I was trying to posterize an image in python using opencv, after some time of searching i found a lead in openCV documentations. But as you can see its for rgb image and what I've got is a gray-scale image, i did it anyways and got weird outputs. i tweaked some places in the code and got even weirder outputs. Can someone please explain whats going on ?

EDIT:

My code

import numpy as np
import cv2

img = cv2.imread('Lenna.png')
gray = cv2.cvtColor(img, cv2.COLOR_BGR2GRAY)

Z = np.float32(gray)

criteria = (cv2.TERM_CRITERIA_EPS + cv2.TERM_CRITERIA_MAX_ITER, 10, 1.0)
K = 8
ret,label,center=cv2.kmeans(Z,K,None,criteria,10,cv2.KMEANS_RANDOM_CENTERS)

center = np.uint8(center)
res = center[label.flatten()]

cv2.imshow('res',res)
cv2.waitKey(0)
cv2.destroyAllWindows()

Input image:

input

Output Image:

output

2
As far as I see it you want is some kind of image quantization. I think you can achieve this by using bins for example. It also helps to know what are the weird outputs and the changes, maybe you can post an image or something, and some of the code you are using to be able to explain what is going on. - api55
yea. quantization is the right word for it. :P - PunyCode
you are missing the reshape part Z = img.reshape((-1,3)) in your case is 1 instead of 3 (1 channel instead of 3). If you do not do it then you are passing weird vectors (I think rows) - api55
you were right buddy.. it worked.. :) - PunyCode

2 Answers

2
votes

Can someone please explain whats going on ?

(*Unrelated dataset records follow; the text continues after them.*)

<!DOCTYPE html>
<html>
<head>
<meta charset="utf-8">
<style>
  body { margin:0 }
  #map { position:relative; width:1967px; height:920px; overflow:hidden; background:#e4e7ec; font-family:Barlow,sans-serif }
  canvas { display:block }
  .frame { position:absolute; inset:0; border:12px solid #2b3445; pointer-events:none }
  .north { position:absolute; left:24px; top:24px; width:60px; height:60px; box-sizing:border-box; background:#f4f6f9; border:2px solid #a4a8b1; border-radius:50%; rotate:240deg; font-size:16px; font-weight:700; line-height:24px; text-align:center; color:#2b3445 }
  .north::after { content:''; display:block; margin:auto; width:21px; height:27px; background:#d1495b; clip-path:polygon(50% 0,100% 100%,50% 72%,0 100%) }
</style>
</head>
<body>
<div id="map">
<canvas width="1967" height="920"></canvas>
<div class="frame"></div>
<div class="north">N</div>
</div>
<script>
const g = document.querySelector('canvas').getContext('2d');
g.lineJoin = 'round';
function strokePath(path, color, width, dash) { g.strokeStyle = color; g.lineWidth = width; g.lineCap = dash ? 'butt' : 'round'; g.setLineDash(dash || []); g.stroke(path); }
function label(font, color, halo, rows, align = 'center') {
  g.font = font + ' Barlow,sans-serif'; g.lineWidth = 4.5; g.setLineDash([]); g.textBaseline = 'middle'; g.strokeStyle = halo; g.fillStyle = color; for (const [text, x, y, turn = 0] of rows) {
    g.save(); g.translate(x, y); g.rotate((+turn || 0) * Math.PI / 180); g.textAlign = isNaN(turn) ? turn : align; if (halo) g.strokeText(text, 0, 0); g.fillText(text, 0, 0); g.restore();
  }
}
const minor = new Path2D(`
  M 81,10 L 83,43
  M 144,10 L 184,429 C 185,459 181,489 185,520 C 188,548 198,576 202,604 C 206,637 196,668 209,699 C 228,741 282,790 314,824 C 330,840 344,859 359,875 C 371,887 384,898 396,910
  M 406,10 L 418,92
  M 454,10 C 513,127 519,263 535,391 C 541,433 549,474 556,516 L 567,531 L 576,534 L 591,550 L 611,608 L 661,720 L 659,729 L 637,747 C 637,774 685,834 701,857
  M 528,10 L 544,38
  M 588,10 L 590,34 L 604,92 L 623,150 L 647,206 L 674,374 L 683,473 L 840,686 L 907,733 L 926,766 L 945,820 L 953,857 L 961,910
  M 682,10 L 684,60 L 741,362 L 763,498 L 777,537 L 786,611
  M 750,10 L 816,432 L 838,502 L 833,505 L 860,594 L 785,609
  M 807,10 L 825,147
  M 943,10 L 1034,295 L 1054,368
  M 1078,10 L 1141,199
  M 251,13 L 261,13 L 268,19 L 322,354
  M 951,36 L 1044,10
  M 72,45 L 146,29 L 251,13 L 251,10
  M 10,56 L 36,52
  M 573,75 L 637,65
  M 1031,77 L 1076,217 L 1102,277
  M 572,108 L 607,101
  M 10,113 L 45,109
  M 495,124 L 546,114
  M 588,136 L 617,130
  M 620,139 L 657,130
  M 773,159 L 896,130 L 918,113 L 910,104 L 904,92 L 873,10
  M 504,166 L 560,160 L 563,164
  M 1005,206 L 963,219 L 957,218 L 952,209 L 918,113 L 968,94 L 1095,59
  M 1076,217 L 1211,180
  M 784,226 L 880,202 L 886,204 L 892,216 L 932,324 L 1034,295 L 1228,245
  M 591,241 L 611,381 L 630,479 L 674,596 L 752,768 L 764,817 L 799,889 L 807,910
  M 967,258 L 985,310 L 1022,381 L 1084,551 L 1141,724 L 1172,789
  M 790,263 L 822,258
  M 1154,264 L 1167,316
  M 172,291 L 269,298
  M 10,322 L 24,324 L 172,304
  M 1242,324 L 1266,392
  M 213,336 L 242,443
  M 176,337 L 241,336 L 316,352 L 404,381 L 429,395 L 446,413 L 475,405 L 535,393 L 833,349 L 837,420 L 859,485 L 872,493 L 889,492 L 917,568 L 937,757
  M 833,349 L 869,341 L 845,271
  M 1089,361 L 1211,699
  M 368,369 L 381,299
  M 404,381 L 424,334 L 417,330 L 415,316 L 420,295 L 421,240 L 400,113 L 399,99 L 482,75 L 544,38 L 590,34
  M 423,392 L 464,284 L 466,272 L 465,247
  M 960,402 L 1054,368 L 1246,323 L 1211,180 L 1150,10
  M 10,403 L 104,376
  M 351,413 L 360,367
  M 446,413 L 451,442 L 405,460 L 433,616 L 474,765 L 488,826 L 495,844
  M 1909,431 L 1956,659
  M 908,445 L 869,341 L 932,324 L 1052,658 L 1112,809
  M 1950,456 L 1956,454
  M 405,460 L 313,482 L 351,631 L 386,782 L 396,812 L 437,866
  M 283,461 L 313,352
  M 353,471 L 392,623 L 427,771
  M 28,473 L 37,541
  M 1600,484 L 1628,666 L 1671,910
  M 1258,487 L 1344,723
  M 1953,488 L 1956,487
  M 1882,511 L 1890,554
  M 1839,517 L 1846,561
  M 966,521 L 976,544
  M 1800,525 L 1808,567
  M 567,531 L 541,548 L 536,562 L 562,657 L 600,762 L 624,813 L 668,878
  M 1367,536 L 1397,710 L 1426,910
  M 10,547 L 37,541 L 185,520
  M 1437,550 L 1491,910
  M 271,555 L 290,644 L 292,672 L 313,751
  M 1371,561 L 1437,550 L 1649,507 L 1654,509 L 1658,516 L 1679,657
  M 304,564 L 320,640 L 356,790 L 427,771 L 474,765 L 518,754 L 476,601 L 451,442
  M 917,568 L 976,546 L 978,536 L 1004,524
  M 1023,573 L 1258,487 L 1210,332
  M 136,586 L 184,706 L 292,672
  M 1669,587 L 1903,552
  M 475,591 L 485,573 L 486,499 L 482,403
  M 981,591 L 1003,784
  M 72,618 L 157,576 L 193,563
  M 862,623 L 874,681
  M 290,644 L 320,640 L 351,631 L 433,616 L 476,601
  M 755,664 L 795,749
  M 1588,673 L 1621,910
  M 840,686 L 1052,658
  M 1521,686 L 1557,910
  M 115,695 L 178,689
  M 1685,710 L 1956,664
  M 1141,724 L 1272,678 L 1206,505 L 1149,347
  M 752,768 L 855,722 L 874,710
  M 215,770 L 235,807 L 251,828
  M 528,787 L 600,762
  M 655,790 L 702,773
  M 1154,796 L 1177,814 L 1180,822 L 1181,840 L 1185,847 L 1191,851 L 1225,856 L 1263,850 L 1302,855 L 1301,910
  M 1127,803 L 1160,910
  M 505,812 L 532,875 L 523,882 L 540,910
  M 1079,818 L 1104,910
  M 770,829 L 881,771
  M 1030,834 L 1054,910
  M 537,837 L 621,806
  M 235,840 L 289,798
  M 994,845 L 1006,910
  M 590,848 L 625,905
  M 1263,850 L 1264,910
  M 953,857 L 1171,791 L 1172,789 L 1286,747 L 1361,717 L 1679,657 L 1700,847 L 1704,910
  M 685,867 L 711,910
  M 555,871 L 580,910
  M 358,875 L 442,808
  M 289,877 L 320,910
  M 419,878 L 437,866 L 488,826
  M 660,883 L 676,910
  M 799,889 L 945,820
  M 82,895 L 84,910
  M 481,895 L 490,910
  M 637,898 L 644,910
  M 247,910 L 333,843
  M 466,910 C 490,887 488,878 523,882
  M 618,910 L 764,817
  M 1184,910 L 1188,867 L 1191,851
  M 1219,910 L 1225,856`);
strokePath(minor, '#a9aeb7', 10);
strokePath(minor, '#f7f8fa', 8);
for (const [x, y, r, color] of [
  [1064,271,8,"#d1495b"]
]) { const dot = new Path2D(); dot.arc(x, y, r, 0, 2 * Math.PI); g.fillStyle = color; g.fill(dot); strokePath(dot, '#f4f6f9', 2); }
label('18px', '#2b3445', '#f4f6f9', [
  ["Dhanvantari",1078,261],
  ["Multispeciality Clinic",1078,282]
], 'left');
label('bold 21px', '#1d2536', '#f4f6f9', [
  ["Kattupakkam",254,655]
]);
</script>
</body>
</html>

Kmeans input is a vector of vectors, or in a lot of cases, a vector of pixels or vector of 2D/3D points. In your code you are passing an image, which is a vector of the values in a row. That is why you get this weird values.

What can you do?

Simple, reshape the input to be a 1D vector of grey values.

Z = img.reshape((-1,1))

This way, it will try to use each grey value as input to cluster them (group them) and then it will label each value accordingly.

0
votes

If you look a bit further in the examples, you can find a solution like this:

import numpy as np
import cv2

img = cv2.imread('Lenna.png')

Z = img.reshape((-1,3))

# convert to np.float32
Z = np.float32(Z)

# define criteria, number of clusters(K) and apply kmeans()
criteria = (cv2.TERM_CRITERIA_EPS + cv2.TERM_CRITERIA_MAX_ITER, 10, 1.0)
K = 8


ret,label,center=cv2.kmeans(Z,K,None,criteria,10,cv2.KMEANS_RANDOM_CENTERS)

# Now convert back into uint8, and make original image
center = np.uint8(center)
res = center[label.flatten()]
res2 = res.reshape((img.shape))

cv2.imshow('res2',res2)
cv2.waitKey(0)
cv2.destroyAllWindows()

Note here the reshape to account for the RGB image.